## EXERCISE INSTRUCTIONS
Word for word, reproduce all of the entries shown below.

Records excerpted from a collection
------------------------------------------------
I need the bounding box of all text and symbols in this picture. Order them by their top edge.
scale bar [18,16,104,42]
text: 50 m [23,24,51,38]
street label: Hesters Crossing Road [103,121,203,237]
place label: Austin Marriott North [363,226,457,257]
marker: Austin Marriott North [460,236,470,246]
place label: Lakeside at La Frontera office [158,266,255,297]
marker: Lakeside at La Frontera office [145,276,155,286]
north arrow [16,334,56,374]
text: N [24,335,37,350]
------------------------------------------------
## RESULT
I need the bounding box of all text and symbols in this picture. Order them by their top edge.
scale bar [18,16,104,42]
text: 50 m [23,24,51,38]
street label: Hesters Crossing Road [103,121,203,237]
place label: Austin Marriott North [363,226,457,257]
marker: Austin Marriott North [460,236,470,246]
place label: Lakeside at La Frontera office [158,266,255,297]
marker: Lakeside at La Frontera office [145,276,155,286]
north arrow [16,334,56,374]
text: N [24,335,37,350]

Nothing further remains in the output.